Risks to consider prior to implementation

Just as CBDC may offer advantages for central banks, governments, and individuals around the world, they also pose significant risks that the public sector must address before deploying a large scale CBDC. The risk of banking sector disintermediation, challenges of cybersecurity, costs of implementation for central banks, and implications for the international financial system, are just a few of the concerns expressed by experts. Recent activity in the U.S. calls attention to perhaps the largest concern about CBDC adoption: user privacy.

Just last week U.S. representatives introduced the “electronic currency and secure hardware act,” which advocates for the development of a digital dollar held by individuals on smart cards and personal devices. Unlike many proposals for CBDCs, the ECASH act would not leverage a decentralized ledger to facilitate transactions. Its proponents argue that this lack of record would mimic the privacy-preserving nature of physical cash, girding user privacy in a world of increasing digital tracking.

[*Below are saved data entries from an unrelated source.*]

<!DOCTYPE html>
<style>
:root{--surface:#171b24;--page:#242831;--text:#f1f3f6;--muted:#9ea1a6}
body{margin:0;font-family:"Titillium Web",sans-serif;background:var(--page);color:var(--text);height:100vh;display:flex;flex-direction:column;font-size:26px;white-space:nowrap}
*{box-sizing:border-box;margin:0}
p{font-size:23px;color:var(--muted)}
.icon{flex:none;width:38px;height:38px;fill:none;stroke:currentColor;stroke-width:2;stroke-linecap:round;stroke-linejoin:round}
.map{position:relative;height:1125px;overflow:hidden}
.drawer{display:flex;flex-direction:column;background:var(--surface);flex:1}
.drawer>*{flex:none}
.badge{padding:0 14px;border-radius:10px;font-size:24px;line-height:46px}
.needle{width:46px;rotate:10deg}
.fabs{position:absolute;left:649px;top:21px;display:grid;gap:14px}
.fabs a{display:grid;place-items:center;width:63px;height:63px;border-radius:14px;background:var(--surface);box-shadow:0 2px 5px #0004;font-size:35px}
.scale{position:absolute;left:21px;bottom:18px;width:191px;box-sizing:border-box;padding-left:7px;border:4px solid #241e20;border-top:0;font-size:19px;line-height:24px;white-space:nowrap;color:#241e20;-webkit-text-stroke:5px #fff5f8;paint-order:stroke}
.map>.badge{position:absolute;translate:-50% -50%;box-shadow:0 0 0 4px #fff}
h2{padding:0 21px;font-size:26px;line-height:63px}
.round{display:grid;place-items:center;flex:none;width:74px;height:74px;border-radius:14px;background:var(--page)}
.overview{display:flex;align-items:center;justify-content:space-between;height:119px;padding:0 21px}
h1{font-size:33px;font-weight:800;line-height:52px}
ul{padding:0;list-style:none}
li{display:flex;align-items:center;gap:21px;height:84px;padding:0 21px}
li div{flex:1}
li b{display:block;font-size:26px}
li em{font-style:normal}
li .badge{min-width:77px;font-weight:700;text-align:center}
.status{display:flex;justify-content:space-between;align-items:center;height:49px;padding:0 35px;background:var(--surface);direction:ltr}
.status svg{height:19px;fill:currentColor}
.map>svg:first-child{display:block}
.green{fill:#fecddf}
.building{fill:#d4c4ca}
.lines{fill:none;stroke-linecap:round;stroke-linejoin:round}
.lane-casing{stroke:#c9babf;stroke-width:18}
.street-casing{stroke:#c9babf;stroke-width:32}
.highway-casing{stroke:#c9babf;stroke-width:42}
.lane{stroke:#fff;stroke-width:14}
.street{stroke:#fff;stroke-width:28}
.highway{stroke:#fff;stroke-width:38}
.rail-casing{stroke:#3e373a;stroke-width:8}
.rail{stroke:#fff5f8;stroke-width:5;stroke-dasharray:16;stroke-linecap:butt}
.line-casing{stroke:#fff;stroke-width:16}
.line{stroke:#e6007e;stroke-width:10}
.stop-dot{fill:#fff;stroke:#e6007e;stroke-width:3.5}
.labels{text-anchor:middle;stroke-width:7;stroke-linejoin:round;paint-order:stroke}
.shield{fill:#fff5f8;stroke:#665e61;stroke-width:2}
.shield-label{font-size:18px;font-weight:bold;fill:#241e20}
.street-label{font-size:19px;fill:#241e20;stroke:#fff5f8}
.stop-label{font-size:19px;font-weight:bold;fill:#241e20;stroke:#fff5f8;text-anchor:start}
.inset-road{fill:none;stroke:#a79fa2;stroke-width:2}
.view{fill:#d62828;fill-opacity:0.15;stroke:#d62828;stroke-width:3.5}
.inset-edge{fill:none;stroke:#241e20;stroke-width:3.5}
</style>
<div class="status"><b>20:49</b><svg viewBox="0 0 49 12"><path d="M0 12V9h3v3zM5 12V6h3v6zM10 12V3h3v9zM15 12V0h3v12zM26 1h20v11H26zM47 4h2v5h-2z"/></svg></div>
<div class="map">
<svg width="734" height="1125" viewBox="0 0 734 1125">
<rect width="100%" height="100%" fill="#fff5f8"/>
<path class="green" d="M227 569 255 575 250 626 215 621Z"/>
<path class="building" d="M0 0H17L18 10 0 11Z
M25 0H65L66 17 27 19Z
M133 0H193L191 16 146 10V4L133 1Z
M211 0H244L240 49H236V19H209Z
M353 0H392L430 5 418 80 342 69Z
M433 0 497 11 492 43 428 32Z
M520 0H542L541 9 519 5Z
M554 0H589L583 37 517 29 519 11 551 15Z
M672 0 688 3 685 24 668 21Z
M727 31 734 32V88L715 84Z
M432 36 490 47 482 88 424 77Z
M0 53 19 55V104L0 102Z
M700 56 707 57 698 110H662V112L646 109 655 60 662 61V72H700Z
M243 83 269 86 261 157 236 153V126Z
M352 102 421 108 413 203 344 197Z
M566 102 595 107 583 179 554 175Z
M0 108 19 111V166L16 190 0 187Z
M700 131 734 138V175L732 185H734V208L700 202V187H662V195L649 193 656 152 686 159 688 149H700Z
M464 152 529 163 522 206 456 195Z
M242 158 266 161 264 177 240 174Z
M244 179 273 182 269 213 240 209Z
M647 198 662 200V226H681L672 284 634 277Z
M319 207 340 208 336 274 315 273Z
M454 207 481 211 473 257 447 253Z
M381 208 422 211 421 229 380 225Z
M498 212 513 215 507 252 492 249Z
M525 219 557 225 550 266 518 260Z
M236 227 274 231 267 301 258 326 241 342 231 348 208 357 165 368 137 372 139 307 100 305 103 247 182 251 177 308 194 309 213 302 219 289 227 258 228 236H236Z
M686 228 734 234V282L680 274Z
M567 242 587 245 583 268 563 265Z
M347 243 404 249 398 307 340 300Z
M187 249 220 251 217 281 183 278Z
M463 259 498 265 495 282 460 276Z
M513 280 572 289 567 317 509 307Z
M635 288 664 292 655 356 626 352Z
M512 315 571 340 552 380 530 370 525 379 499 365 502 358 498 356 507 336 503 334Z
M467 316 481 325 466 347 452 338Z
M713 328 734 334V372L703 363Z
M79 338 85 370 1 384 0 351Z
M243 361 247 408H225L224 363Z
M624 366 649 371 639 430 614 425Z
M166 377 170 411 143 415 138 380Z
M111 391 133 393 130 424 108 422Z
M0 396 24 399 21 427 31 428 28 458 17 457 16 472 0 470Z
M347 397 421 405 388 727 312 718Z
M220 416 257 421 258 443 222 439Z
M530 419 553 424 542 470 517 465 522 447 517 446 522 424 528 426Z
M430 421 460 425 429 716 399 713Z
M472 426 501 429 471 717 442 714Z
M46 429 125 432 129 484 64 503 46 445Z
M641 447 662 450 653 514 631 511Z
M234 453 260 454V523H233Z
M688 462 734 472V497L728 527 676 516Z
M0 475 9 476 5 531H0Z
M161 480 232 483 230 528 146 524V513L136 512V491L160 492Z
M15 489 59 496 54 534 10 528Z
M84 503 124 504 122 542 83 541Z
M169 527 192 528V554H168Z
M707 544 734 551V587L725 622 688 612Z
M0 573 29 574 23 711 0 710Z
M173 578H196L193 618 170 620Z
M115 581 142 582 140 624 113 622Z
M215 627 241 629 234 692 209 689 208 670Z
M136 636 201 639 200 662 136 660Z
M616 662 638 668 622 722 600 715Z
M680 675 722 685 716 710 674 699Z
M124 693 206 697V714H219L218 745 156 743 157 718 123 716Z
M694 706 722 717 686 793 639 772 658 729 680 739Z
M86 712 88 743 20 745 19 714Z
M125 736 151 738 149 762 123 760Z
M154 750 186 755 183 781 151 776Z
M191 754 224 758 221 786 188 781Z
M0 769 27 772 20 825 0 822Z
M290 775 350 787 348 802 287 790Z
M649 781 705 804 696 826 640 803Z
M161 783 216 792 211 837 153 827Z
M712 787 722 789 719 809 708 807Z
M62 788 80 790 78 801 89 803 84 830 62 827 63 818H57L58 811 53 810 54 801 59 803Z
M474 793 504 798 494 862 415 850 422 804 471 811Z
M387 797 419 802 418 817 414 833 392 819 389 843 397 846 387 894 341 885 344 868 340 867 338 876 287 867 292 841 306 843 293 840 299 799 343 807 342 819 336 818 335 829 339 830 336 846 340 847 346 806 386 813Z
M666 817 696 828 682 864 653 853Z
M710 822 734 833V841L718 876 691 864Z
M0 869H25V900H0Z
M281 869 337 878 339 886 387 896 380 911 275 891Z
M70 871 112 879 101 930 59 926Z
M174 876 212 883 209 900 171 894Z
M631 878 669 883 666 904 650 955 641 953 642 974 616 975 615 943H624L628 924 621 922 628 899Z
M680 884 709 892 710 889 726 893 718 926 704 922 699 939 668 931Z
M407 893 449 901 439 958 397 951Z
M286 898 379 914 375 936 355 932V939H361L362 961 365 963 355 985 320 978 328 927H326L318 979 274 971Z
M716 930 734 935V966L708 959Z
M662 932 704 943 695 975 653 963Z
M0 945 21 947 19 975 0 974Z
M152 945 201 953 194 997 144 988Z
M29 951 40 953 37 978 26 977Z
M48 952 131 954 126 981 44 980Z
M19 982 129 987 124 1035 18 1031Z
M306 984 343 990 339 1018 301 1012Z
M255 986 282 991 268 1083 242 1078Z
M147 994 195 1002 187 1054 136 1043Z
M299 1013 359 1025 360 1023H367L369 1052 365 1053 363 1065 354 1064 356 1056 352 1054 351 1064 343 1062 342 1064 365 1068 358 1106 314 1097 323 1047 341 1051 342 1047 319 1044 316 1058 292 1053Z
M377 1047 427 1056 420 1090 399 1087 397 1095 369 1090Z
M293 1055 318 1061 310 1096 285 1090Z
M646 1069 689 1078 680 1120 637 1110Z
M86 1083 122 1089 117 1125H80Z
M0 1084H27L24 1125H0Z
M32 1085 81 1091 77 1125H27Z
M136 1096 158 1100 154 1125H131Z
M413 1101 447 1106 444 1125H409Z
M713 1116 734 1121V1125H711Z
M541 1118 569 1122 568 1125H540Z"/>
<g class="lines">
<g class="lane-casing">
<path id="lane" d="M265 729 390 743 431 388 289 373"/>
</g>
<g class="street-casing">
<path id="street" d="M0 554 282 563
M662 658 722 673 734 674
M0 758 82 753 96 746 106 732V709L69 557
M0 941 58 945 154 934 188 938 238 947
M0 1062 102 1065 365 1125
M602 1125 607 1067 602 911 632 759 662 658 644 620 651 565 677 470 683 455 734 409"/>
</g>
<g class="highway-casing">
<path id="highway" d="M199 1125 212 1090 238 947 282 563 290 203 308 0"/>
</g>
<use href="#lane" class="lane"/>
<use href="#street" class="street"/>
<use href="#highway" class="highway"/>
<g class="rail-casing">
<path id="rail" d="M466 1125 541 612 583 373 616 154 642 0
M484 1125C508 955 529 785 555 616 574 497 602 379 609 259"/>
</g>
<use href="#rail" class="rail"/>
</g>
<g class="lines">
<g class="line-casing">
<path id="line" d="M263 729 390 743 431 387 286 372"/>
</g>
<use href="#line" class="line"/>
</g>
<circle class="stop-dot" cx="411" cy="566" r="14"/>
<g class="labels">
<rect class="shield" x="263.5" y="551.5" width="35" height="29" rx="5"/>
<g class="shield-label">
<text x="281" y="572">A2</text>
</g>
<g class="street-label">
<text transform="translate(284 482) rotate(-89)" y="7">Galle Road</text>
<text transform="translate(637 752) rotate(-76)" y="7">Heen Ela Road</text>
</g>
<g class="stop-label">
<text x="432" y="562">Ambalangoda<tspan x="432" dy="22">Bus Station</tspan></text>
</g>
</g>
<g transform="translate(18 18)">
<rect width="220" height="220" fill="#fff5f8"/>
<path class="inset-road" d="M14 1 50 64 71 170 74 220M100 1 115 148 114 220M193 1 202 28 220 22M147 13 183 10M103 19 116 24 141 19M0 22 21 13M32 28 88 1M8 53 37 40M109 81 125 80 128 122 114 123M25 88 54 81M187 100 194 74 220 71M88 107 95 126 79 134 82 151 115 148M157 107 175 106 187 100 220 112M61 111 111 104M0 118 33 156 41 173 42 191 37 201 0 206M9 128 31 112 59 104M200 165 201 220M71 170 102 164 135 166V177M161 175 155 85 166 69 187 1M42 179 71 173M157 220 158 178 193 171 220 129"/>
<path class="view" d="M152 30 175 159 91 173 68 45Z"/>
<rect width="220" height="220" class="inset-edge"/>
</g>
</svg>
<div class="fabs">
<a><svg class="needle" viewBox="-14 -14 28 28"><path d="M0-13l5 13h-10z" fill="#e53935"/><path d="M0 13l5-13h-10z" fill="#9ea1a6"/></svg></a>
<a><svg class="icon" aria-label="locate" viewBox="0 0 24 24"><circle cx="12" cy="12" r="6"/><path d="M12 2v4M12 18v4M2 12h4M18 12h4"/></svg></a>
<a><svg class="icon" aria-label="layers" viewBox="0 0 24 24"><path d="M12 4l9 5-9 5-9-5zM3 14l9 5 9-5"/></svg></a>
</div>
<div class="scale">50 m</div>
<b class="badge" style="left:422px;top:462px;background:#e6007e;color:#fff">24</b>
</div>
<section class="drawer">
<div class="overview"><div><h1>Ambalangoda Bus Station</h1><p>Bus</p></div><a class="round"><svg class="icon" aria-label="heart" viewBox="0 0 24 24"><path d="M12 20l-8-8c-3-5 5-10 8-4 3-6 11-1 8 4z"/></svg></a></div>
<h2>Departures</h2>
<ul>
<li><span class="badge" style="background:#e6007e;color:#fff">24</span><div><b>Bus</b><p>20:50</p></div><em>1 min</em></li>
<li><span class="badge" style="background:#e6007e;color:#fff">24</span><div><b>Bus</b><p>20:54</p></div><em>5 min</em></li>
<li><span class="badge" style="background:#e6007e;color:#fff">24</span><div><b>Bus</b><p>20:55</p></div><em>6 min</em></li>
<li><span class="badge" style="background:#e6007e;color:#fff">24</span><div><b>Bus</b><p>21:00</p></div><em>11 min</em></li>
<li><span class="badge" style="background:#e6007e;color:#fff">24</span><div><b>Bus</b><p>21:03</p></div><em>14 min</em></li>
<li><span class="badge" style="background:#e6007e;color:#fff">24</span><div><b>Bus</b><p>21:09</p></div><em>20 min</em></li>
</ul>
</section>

Concerns over user privacy loom large

The concern for user privacy present in the ECASH act was echoed by another bill introduced only last week by U.S. representatives Grasslet, Cruz, and Braun directed at preventing the Federal Reserve from, as an accompanying press release put it: “[…]developing a direct-to-consumer CBDC which could be used as a financial surveillance tool by the federal government.” This sentiment seems to be shared by Secretary Yellen who, in her recent speech, noted that privacy protections must be built into U.S. approaches to CBDC.

Concerns about user privacy in the rollout of CBDCs are not unique to the U.S. Regulators in the EU are also reckoning with the surveillance potential of these systems. In a recent publication, EU regulators argued that any proposal for a digital euro must reckon with the privacy implications of CBDC.

Perhaps no CBDC project has raised more concern about user privacy than China’s digital yuan. Experts argue that the digital yuan could give the government significant access to data on citizens, further enabling state surveillance. Indeed, representatives in the U.S. have repeatedly referenced the Chinese example in their discussion of U.S. crypto strategy, often criticizing its potential for curtailing civil liberties.

Cross-sectoral engagement critical in responding to crypto’s rise

As governments continue to respond to the increasing prevalence of crypto, CBDC will likely remain a large part of the discussion and—with it—privacy concerns. It is essential that policymakers, regulators, and central bankers work with experts from the private sector, civil society, and academia to develop evidence-based, future-looking strategies to realize the benefits, and mitigate the risks, of these systems.